Через парк «Липки» вышли мы к Большой Московской в надежде разузнать у аборигенов, где бы тут перекусить. Аборигены, спешащие по своим делам, или шарахались в сторону, или неопределённо махали рукой в сторону Золотых Ворот. И их тоже можно было понять: на часах было 10 утра и они уже перекусили дома.

Крутя по сторонам головами и объективами, по совету одной доброй женщины пошли мы к Гостиному Двору.

В центре площади призмой-стелой высится монумент в честь 850-летия (тогда считали от 1108 года) Владимира с тремя фигурами, олицетворяющими прошлое и тогдашнее настоящее города: воин обращён в сторону Золотых Ворот, зодчий — к Успенскому собору, рабочий с трактором в руках — к промзоне, тракторному заводу.

Справа увидели до боли знакомую композицию: почти такую же фотографию мы сделали в 1998 году, назвав её  "Связь социализма с капитализмом".

В 1925 году на постамент от памятника Александру II, стоявшего перед зданием когда-то царского банка, водрузили Ильича с рукой, указующей на Успенский собор, хотя логичнее было бы его руку направить на здание банка, вместе с телефоном и телеграфом бывшего первоочередным объектом внимания путчистов 25 октября 1917 года. В 1950-м почему-то было решено руку вождя опустить, и Ильича-первого поменяли на второго, который стоит сейчас в сквере перед банком.

Скромненькие Торговые ряды Гостиного двора пустовали. Какие-то смурные личности не поняли нашего вопроса насчёт поесть в 10 утра.

И вдруг через дорогу, напротив, увидели мы слово «Блинная» и открытую настежь дверь.

Ну что вам сказать за блины во Владимире? Таких вкусных, толстых, дыряво-воздушных, сдобренных настоящим маслом, политых каким-то джемом, блинов давно мне никто не предлагал. Ножей, правда, дородные русские красавицы с румяными ланитами не дали и с любопытством разглядывали, как я ела блины двумя вилками.

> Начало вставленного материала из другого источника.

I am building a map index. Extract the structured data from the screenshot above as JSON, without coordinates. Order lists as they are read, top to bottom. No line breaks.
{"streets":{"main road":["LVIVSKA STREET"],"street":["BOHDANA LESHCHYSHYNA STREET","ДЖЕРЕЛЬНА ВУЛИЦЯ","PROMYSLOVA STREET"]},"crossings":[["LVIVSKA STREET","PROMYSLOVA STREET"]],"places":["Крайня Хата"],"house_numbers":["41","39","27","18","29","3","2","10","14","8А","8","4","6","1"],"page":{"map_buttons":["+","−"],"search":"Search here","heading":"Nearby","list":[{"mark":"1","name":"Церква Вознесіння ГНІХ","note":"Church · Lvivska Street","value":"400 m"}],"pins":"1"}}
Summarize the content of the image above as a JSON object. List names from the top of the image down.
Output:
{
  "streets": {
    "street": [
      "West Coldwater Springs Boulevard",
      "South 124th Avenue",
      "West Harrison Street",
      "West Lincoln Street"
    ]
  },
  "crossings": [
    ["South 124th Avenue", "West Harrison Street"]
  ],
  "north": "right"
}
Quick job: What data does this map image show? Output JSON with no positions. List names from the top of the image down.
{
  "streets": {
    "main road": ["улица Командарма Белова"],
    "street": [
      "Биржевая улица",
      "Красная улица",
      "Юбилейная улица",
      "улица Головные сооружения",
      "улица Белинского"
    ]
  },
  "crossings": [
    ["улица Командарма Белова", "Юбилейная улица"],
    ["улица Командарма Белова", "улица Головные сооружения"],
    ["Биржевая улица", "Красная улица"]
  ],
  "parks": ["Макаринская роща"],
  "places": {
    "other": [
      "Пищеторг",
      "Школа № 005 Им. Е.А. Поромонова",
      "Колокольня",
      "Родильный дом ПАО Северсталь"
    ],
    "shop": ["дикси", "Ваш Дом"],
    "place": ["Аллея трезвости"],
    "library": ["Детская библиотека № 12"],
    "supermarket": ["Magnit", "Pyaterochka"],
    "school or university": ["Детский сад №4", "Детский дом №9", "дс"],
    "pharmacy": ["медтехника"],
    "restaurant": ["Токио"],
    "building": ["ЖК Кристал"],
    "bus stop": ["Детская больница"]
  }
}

Запили мы это дело вкусным морсом, отблагодарили красавиц — и, повеселевшие, тронулись к машине.

Дорога от Владимира до Мурома, когда-то проходившая через дремучие леса и болота, потрясла своей красотой — бескрайние поля, переходящие в небо, леса из сосен-одногодков, ряды берёз, словно прозрачный занавес, отделяющий яркие солнечные поля от дороги, поляны люпинов, вёдра с черникой на улицах деревень и — ни одного ГИБДДшника...

Муром

По состоянию дорог в наших городах можно судить о количестве представителей муниципальной власти, допущенных к бюджетному корыту: дорога в Муроме — жуть жуткая. Тем более по сравнению с трассой Владимир — Муром.

С указателями тоже напряжёнка. И если бы не интернетское братство с его советами и допотопными схемами, соображать замучаешься, как проехать к переправе через Оку: при въезде в город на перекрёстке с круговым движением надо повернуть налево и по Московской улице направо выезжаем к центру города.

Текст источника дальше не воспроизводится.